--- START ---

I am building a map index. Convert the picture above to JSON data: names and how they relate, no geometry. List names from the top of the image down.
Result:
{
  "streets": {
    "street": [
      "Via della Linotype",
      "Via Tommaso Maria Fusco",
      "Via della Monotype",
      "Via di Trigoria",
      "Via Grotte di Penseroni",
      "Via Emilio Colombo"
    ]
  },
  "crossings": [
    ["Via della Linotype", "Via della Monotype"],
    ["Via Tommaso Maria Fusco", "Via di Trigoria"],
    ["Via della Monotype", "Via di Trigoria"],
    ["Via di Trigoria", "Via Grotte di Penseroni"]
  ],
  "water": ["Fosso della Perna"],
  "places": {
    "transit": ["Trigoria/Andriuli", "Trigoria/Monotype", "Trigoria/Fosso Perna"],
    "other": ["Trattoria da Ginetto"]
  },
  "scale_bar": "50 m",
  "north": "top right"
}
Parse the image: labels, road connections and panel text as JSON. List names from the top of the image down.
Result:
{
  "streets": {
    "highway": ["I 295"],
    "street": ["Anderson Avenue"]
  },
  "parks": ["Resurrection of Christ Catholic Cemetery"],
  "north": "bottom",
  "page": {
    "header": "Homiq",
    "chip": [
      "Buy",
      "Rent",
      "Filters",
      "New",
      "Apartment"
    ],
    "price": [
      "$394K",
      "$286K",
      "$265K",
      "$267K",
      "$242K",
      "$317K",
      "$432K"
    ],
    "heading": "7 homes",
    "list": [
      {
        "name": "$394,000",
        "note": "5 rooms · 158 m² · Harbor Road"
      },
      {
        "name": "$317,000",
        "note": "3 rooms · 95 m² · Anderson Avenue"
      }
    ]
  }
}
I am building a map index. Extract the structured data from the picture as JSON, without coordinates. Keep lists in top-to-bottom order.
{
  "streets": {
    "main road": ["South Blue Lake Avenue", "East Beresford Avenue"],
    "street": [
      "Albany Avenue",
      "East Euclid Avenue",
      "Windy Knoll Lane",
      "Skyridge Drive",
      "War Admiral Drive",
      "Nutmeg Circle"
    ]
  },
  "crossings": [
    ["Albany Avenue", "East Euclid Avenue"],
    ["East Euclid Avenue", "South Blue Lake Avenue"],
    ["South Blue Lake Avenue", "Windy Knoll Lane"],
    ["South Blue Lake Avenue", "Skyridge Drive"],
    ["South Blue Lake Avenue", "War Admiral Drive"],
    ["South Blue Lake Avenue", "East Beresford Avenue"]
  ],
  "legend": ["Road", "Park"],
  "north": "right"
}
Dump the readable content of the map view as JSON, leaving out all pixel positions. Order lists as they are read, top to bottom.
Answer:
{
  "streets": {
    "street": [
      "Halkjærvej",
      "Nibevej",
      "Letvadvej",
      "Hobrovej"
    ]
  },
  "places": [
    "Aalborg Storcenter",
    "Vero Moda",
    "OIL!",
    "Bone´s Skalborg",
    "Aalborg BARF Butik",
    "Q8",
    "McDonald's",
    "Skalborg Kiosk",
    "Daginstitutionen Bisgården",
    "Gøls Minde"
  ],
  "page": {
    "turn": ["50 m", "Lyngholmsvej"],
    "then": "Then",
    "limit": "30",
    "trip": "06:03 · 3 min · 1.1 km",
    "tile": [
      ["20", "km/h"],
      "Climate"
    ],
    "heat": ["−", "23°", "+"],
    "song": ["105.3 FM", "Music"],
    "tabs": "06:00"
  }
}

--- END ---

Exercise objective:
Reproduce exactly, and only, the lines from the start of the entries through the one that contains "Parse the image: labels, road".

Result:
I am building a map index. Convert the picture above to JSON data: names and how they relate, no geometry. List names from the top of the image down.
Result:
{
  "streets": {
    "street": [
      "Via della Linotype",
      "Via Tommaso Maria Fusco",
      "Via della Monotype",
      "Via di Trigoria",
      "Via Grotte di Penseroni",
      "Via Emilio Colombo"
    ]
  },
  "crossings": [
    ["Via della Linotype", "Via della Monotype"],
    ["Via Tommaso Maria Fusco", "Via di Trigoria"],
    ["Via della Monotype", "Via di Trigoria"],
    ["Via di Trigoria", "Via Grotte di Penseroni"]
  ],
  "water": ["Fosso della Perna"],
  "places": {
    "transit": ["Trigoria/Andriuli", "Trigoria/Monotype", "Trigoria/Fosso Perna"],
    "other": ["Trattoria da Ginetto"]
  },
  "scale_bar": "50 m",
  "north": "top right"
}
Parse the image: labels, road connections and panel text as JSON. List names from the top of the image down.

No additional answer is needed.